• _TASK PROMPT_
Everything from the line with "6 2 6-2v14l-6" down to the last line of the material below must be written out exactly. Leave out all other lines.
• • • • • • •
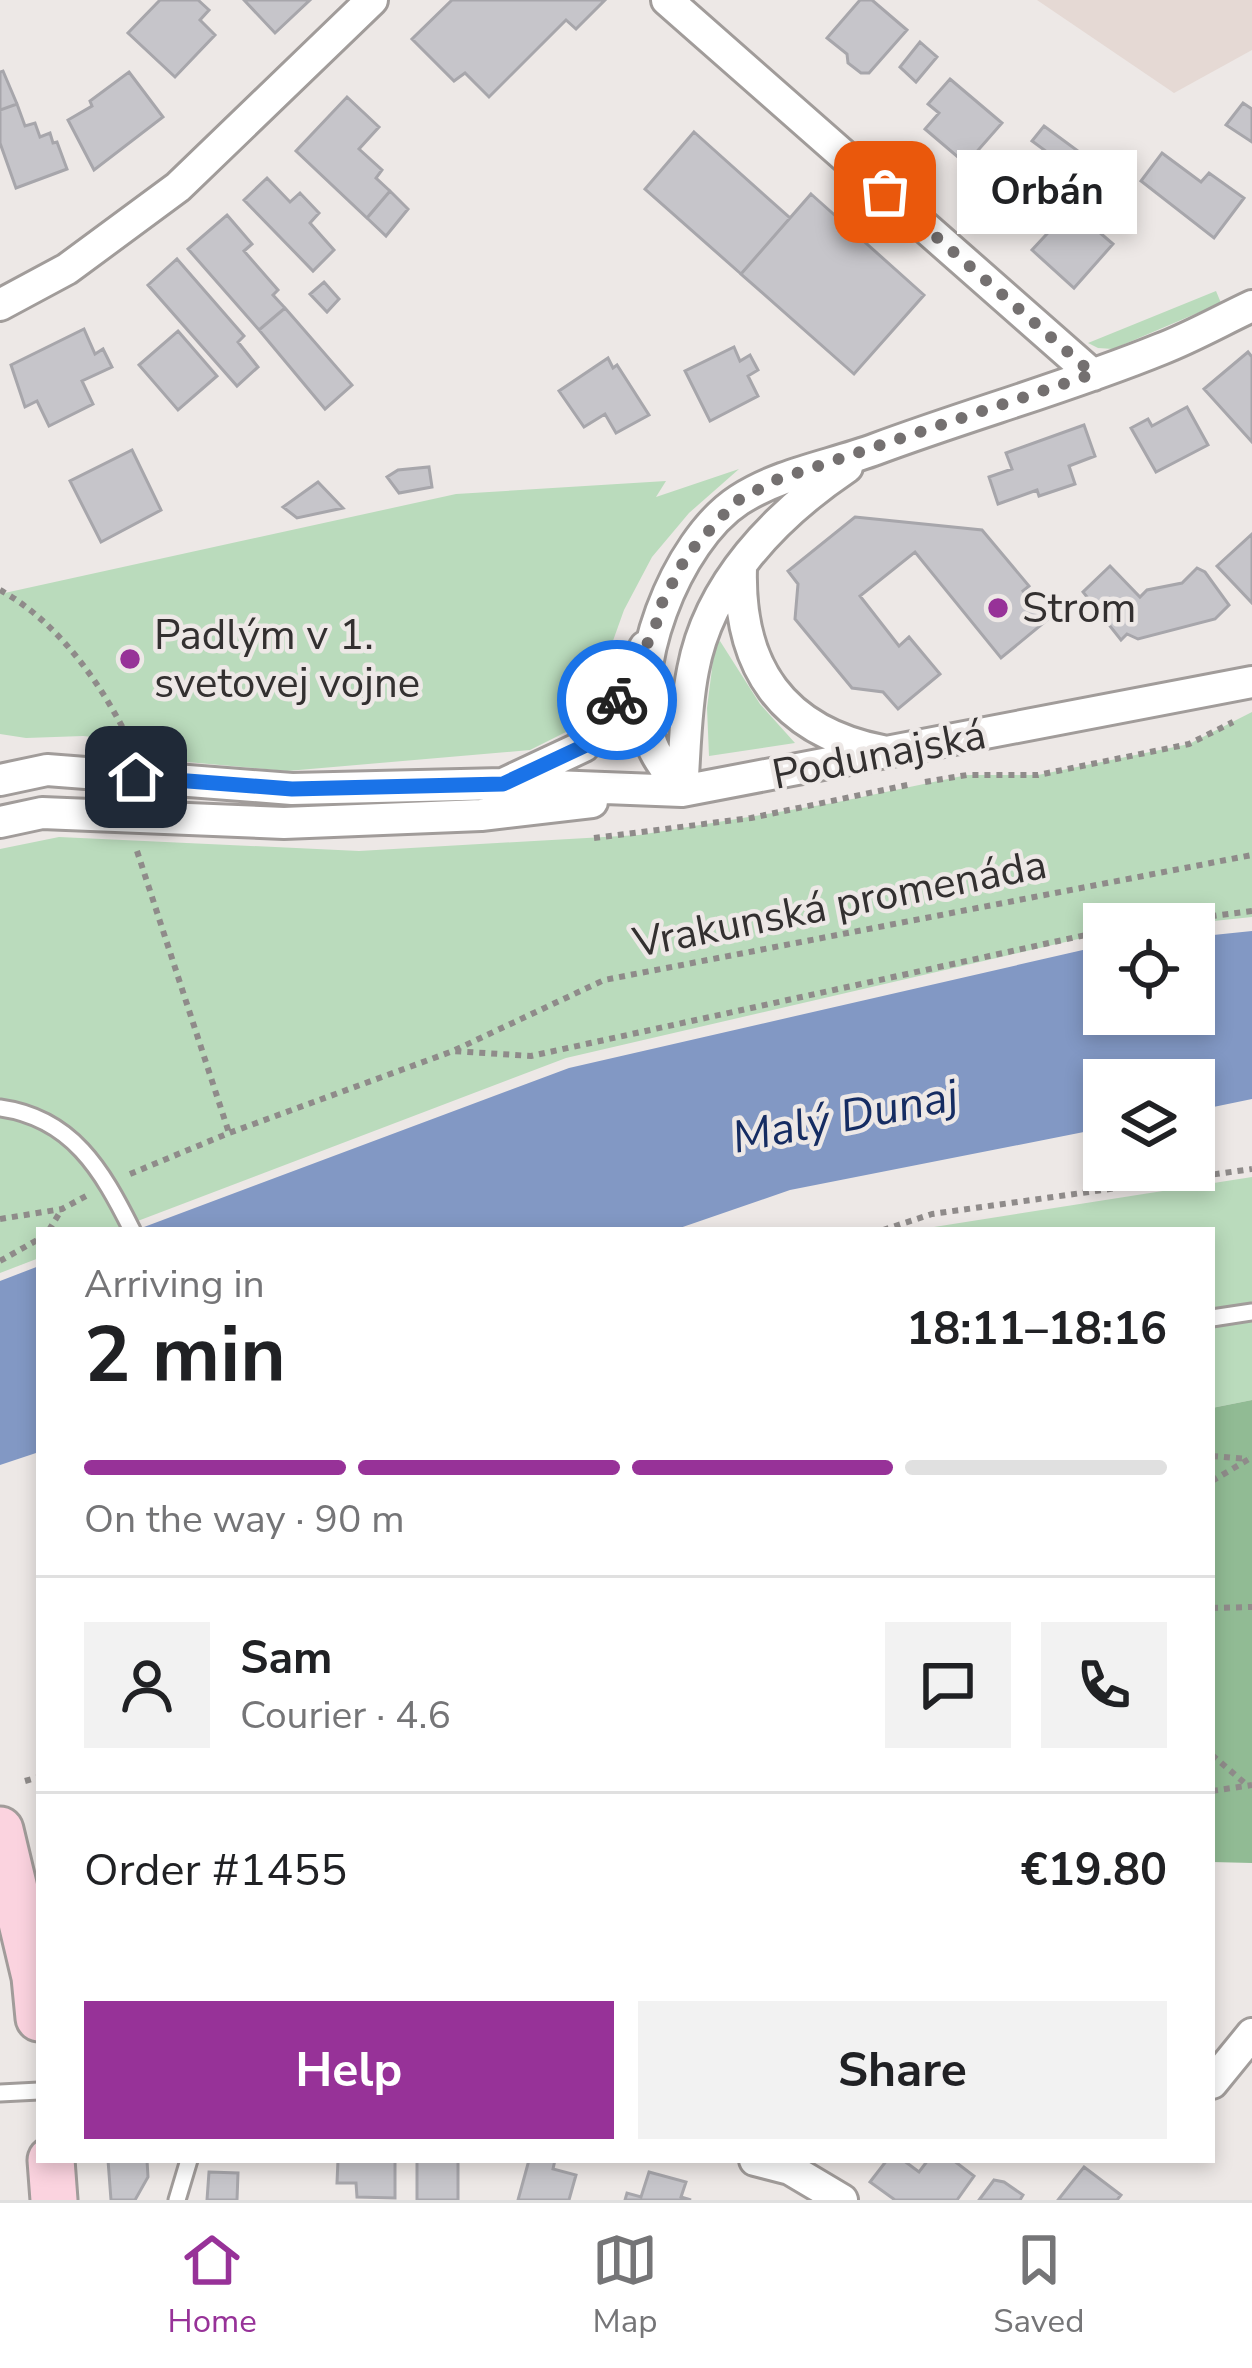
<!DOCTYPE html>
<meta charset="utf-8">
<style>
:root{--surface:#fff;--page:#f2f2f2;--text:#202124;--muted:#757577;--line:#e0e0e0;--accent:#973298}
body{margin:0;font-family:"Nunito Sans",sans-serif;background:var(--page);color:var(--text);height:100vh;display:flex;flex-direction:column;font-size:45px;white-space:nowrap}
*{box-sizing:border-box;margin:0}
p{font-size:39px;color:var(--muted)}
.icon{flex:none;width:66px;height:66px;fill:none;stroke:currentColor;stroke-width:2;stroke-linecap:round;stroke-linejoin:round}
.map{position:relative;flex:1;overflow:hidden}
.panel{position:absolute;left:36px;top:1227px;width:1179px;height:936px;display:flex;flex-direction:column;background:var(--surface);border-radius:0px;box-shadow:0 6px 18px #0003}
.panel>*{flex:none}
.fabs{position:absolute;left:1083px;top:903px;display:grid;gap:24px}
.fabs a{display:grid;place-items:center;width:132px;height:132px;border-radius:0px;background:var(--surface);box-shadow:0 6px 18px #0003;font-size:60px}
.pin{position:absolute;display:grid;place-items:center;width:102px;height:102px;color:#fff;margin:-51px;border-radius:24px;box-shadow:0 6px 18px #0006}
.courier{position:absolute;display:grid;place-items:center;width:120px;height:120px;margin:-60px;border:9px solid #1a73e8;border-radius:50%;background:#fff;color:#222;box-shadow:0 3px 15px #0007}
.bubble{position:absolute;height:84px;border-radius:0px;background:var(--surface);box-shadow:0 6px 18px #0003;font-size:39px;font-weight:700;line-height:84px;text-align:center}
.overview em{font-style:normal;font-weight:700}
.overview div{display:flex;flex-direction:column-reverse}
.overview{display:flex;align-items:center;justify-content:space-between;height:204px;padding:0 48px}
h1{font-size:78px;font-weight:700;line-height:90px}
.bar{display:grid;grid-template-columns:repeat(4,1fr);gap:18px 12px;align-content:center;height:144px;padding:0 48px}
.bar i{height:15px;border-radius:9px;background:var(--line)}
.bar .selected{background:var(--accent)}
.bar p{grid-column:span 4}
.line{display:flex;align-items:center;gap:30px;padding:0 48px;border-top:3px solid var(--line)}
.line div{flex:1}
.round{display:grid;place-items:center;flex:none;width:126px;height:126px;border-radius:0px;background:var(--page)}
.cta{display:flex;gap:24px;margin-top:auto;padding:24px 48px}
.cta a{flex:1;height:138px;border-radius:0px;background:var(--accent);color:#fff;font-size:48px;font-weight:700;line-height:138px;text-align:center}
.cta a+a{background:var(--page);color:var(--text)}
.dock{display:flex;justify-content:space-around;align-items:center;height:168px;border-top:3px solid var(--line);background:var(--surface);font-size:33px;color:var(--muted)}
.dock a{display:grid;justify-items:center;gap:6px}
.dock .selected{color:var(--accent)}
.map>svg:first-child{display:block}
.built{fill:#e5d9d4}
.green{fill:#badbbc}
.forest{fill:#91bb94}
.water{fill:#8298c4}
.building{fill:#c6c5ca;stroke:#a7a6ab;stroke-width:3}
.lines{fill:none;stroke-linecap:round;stroke-linejoin:round}
.lane-casing{stroke:#a19c9a;stroke-width:21}
.street-casing{stroke:#a19c9a;stroke-width:36}
.secondary-casing{stroke:#a19c9a;stroke-width:51}
.path{stroke:#8f8b8a;stroke-width:6;stroke-dasharray:6 6;stroke-linecap:butt}
.lane{stroke:#fff;stroke-width:15}
.street{stroke:#fff;stroke-width:30}
.secondary{stroke:#fbd3df;stroke-width:45}
.done{stroke:#747070;stroke-width:12;stroke-dasharray:0 21.6}
.route{stroke:#1a73e8;stroke-width:15}
.poi-dot{fill:#973298;stroke:#ede8e6;stroke-width:4.5}
.labels{text-anchor:middle;dominant-baseline:central;stroke-width:9;stroke-linejoin:round;paint-order:stroke}
.poi-label{font-size:42px;fill:#333030;stroke:#ede8e6;text-anchor:start}
.street-label{font-size:42px;fill:#333030;stroke:#ede8e6}
.water-label{font-size:45px;font-style:italic;fill:#152c62;stroke:#ede8e6}
</style>
<div class="map">
<svg width="1252" height="2200" viewBox="0 0 1252 2200">
<rect width="100%" height="100%" fill="#ede8e6"/>
<path class="built" d="M1037,0H1252V50L1174,93Z"/>
<path class="green" d="M1216,291L1221,303L1113,349L1098,348L1088,343Z
M739,469L689,513L652,557L624,610L590,705L566,732L530,750L287,771L187,762L179,746L83,736L26,738L0,734V594L456,494L666,481L656,497Z
M720,641L760,704L795,743L709,756L707,708L715,645Z
M1252,712V917L1185,924H1104V933L566,1058L114,1230H39V1258L0,1273V849L59,837L359,851L639,835L833,803L967,775H1038L1189,744Z
M1252,1177V1400L1212,1408V1230H915Z"/>
<path class="forest" d="M1252,1400V1863L1212,1862V1408Z"/>
<path class="water" d="M1252,931V1099L1194,1111V1080H1104V1128L790,1190L674,1230H136L569,1068L1096,947L1104,946V1014H1194V937Z
M39,1266V1452L0,1465V1281Z"/>
<path class="building" d="M160,0H198L209,10L200,20L215,35L175,77L128,33Z
M244,0H310L275,33Z
M452,0H605L576,29L566,20L489,97L465,73L454,81L412,39Z
M860,0H872L907,30L869,73H861L848,63L847,54L827,38Z
M920,42L937,57L916,82L900,67Z
M3,71L17,104L0,110V72Z
M129,72L163,117L94,170L68,120L92,106L90,101Z
M950,79L1002,123L966,164L925,129L939,113L928,104Z
M347,97L379,127L359,149L382,170L376,178L390,191L367,218L296,151Z
M1243,103L1252,109V142L1226,125Z
M17,104L25,126L35,123L40,137L50,133L53,143L57,142L67,169L16,188L0,143V110Z
M1044,126L1082,154L1066,176L1061,172L1066,166L1032,141Z
M694,132L790,218L741,274L645,189Z
M1162,153L1201,182L1209,173L1244,198L1214,238L1141,181Z
M1082,154L1102,168L1083,195L1063,180Z
M267,178L290,202L300,193L319,213L310,223L334,250L313,271L244,200Z
M390,191L408,209L386,236L367,218Z
M811,194L924,295L854,374L741,274Z
M1085,203L1101,217L1092,226L1113,244L1074,288L1032,250L1071,208L1076,212Z
M227,215L252,244L244,251L278,290L273,295L285,308L259,330L188,249Z
M177,259L244,336L238,342L258,367L237,386L148,285Z
M324,282L339,299L327,312L310,294Z
M285,308L352,385L325,409L259,330Z
M84,329L95,354L103,349L112,367L82,381L93,404L49,426L37,401L25,407L11,365Z
M178,331L217,376L178,410L139,365Z
M734,347L740,361L750,355L758,370L748,376L758,396L710,421L685,371Z
M1248,352L1252,357V442L1204,389Z
M608,358L613,368L617,365L649,415L616,433L605,414L584,427L559,391Z
M1187,407L1208,445L1156,472L1131,428L1148,419L1152,426Z
M1084,425L1095,456L1069,466L1075,484L1039,496L1037,490L998,504L989,477L1012,469L1006,453Z
M132,450L161,510L101,542L70,481Z
M429,467L432,487L399,493L387,477L398,470Z
M318,482L343,508L297,518L283,507Z
M855,517L982,530L1029,586L1023,591L1047,620L1001,658L915,552L860,596L899,646L909,637L940,674L898,709L883,692L852,688L795,619L798,584L788,571Z
M1252,534V603L1217,566Z
M1110,566L1140,597L1147,590L1182,583L1197,568L1205,572L1229,605L1215,619L1138,639L1127,634L1121,640L1083,592Z
M108,2160H147L148,2177L135,2200H111Z
M338,2160H395V2198L357,2197L356,2183H337Z
M417,2160H458V2200H417Z
M529,2160H555L553,2169L576,2175L569,2200H518Z
M887,2160H903L919,2172L928,2160H953L974,2176L957,2200H895L870,2182Z
M1084,2167L1121,2195L1117,2200H1058Z
M209,2172L238,2173L237,2200H207Z
M649,2172L686,2182L681,2197L691,2200H625L627,2193L641,2197Z
M994,2180L1004,2182L1023,2195L1020,2200H979Z"/>
<g class="lines">
<defs>
<path id="lane" d="M0,1108C72,1118 102,1170 132,1230
M1212,1318L1252,1312
M0,2093L39,2091
M177,2200L189,2160"/>
<path id="street" d="M667,0L1093,375
M0,305L67,269L178,187L372,0
M741,568C738,667 782,731 882,751
M0,780L47,770L292,789L503,784L584,746L609,713L645,647
M503,784L682,791L1252,682
M682,791C672,777 658,761 652,745C624,674 676,541 739,500C781,473 830,466 876,449C970,414 1068,387 1161,349C1192,337 1222,320 1252,306
M682,791C685,751 685,710 693,670C709,583 776,515 847,467
M0,822L42,813L284,823L481,815L592,802
M1212,2083L1252,2034
M755,2160L790,2169L842,2200"/>
<path id="secondary" d="M0,1830L35,1977L39,2018
M51,2160L54,2200"/>
</defs>
<use href="#lane" class="lane-casing"/>
<use href="#street" class="street-casing"/>
<use href="#secondary" class="secondary-casing"/>
<path class="path" d="M0,590C58,622 101,683 130,742
M925,782L967,775H1038L1189,744L1233,722
M594,838L751,818L912,784
M137,851L229,1133
M1151,924L1252,911
M455,1050L604,980L1252,855
M130,1174L229,1133L453,1051L531,1056L1104,931
M0,1219L62,1209L86,1196
M49,1230L62,1209
M883,1230L932,1214L1252,1169
M0,1261L39,1239
M1212,1456L1248,1459
M1212,1481L1249,1459
M1212,1608L1252,1607
M1212,1755L1247,1785
M25,1781L39,1777
M1212,1791L1252,1785"/>
<use href="#lane" class="lane"/>
<use href="#street" class="street"/>
<use href="#secondary" class="secondary"/>
</g>
<g class="lines">
<path class="done" d="M617,700L654,631L662,603L687,555L735,502L776,480L1093,374L885,192"/>
<path class="route" d="M136,777L292,789L503,784L584,746L617,700"/>
</g>
<g class="poi-dot">
<circle cx="998" cy="608" r="12"/>
<circle cx="130" cy="659" r="12"/>
</g>
<g class="labels">
<g class="poi-label">
<text x="1022" y="608">Strom</text>
<text x="154" y="635">Padlým v 1.<tspan x="154" dy="48">svetovej vojne</tspan></text>
</g>
<g class="street-label">
<text transform="translate(879 755) rotate(-11)">Podunajská</text>
<text transform="translate(840 904) rotate(-11)">Vrakunská promenáda</text>
</g>
<g class="water-label">
<text transform="translate(845 1117) rotate(-11)">Malý Dunaj</text>
</g>
</g>
</svg>
<div class="fabs">
<a><svg class="icon" aria-label="locate" viewBox="0 0 24 24"><circle cx="12" cy="12" r="6"/><path d="M12 2v4M12 18v4M2 12h4M18 12h4"/></svg></a>
<a><svg class="icon" aria-label="layers" viewBox="0 0 24 24"><path d="M12 4l9 5-9 5-9-5zM3 14l9 5 9-5"/></svg></a>
</div>
<div class="pin" style="left:885px;top:192px;background:#ea580c"><svg class="icon" aria-label="bag" viewBox="0 0 24 24"><path d="M5 8h14l-1 12H6zM9 8a3 3 0 0 1 6 0"/></svg></div>
<div class="pin" style="left:136px;top:777px;background:#1f2937"><svg class="icon" aria-label="home" viewBox="0 0 24 24"><path d="M3 11l9-7 9 7M6 9v11h12V9"/></svg></div>
<div class="courier" style="left:617px;top:700px"><svg class="icon" aria-label="bike" viewBox="0 0 24 24"><circle cx="6" cy="16" r="4"/><circle cx="18" cy="16" r="4"/><path d="M6 16l4-8h5l3 8M10 8l3 8H6M13 5h3"/></svg></div>
<div class="bubble" style="left:957px;top:150px;width:180px">Orbán</div>
<section class="panel">
<div class="overview"><div><h1>2 min</h1><p>Arriving in</p></div><em>18:11–18:16</em></div>
<div class="bar"><i class="selected"></i><i class="selected"></i><i class="selected"></i><i></i><p>On the way · 90 m</p></div>
<div class="line" style="height:216px"><a class="round"><svg class="icon" aria-label="person" viewBox="0 0 24 24"><circle cx="12" cy="8" r="4"/><path d="M4 21q1-7 8-7t8 7"/></svg></a><div><b>Sam</b><p>Courier · 4.6</p></div><a class="round"><svg class="icon" aria-label="chat" viewBox="0 0 24 24"><path d="M4 5h16v11H9l-5 4z"/></svg></a><a class="round"><svg class="icon" aria-label="phone" viewBox="0 0 24 24"><path d="M5 4h4l2 5-3 2q2 4 5 5l2-3 5 2v4C11 20 4 13 5 4z"/></svg></a></div>
<div class="line" style="height:156px"><div>Order #1455</div><b>€19.80</b></div>
<div class="cta"><a>Help</a><a>Share</a></div>
</section>
</div>
<nav class="dock">
<a class="selected"><svg class="icon" aria-label="home" viewBox="0 0 24 24"><path d="M3 11l9-7 9 7M6 9v11h12V9"/></svg>Home</a>
<a><svg class="icon" aria-label="map" viewBox="0 0 24 24"><path d="M3 6l6-2 6 2 6-2v14l-6 2-6-2-6 2zM9 4v14M15 6v14"/></svg>Map</a>
<a><svg class="icon" aria-label="saved" viewBox="0 0 24 24"><path d="M7 4h10v16l-5-4-5 4z"/></svg>Saved</a>
</nav>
• • • • • • •
• _SOLUTION TO THE PROBLEM_
<a><svg class="icon" aria-label="map" viewBox="0 0 24 24"><path d="M3 6l6-2 6 2 6-2v14l-6 2-6-2-6 2zM9 4v14M15 6v14"/></svg>Map</a>
<a><svg class="icon" aria-label="saved" viewBox="0 0 24 24"><path d="M7 4h10v16l-5-4-5 4z"/></svg>Saved</a>
</nav>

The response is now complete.